- _Problem requirements_
Output the whole listing with nothing altered.

[[ Source material open ]]

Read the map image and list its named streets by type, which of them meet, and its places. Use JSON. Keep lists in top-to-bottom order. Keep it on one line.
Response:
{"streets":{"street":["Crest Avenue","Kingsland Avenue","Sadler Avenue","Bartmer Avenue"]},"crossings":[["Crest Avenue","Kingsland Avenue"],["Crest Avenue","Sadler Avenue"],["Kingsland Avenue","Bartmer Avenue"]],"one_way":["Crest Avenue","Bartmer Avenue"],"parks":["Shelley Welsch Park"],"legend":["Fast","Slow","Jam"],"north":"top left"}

[[ Source material closed ]]

- _Exercise output_
Read the map image and list its named streets by type, which of them meet, and its places. Use JSON. Keep lists in top-to-bottom order. Keep it on one line.
Response:
{"streets":{"street":["Crest Avenue","Kingsland Avenue","Sadler Avenue","Bartmer Avenue"]},"crossings":[["Crest Avenue","Kingsland Avenue"],["Crest Avenue","Sadler Avenue"],["Kingsland Avenue","Bartmer Avenue"]],"one_way":["Crest Avenue","Bartmer Avenue"],"parks":["Shelley Welsch Park"],"legend":["Fast","Slow","Jam"],"north":"top left"}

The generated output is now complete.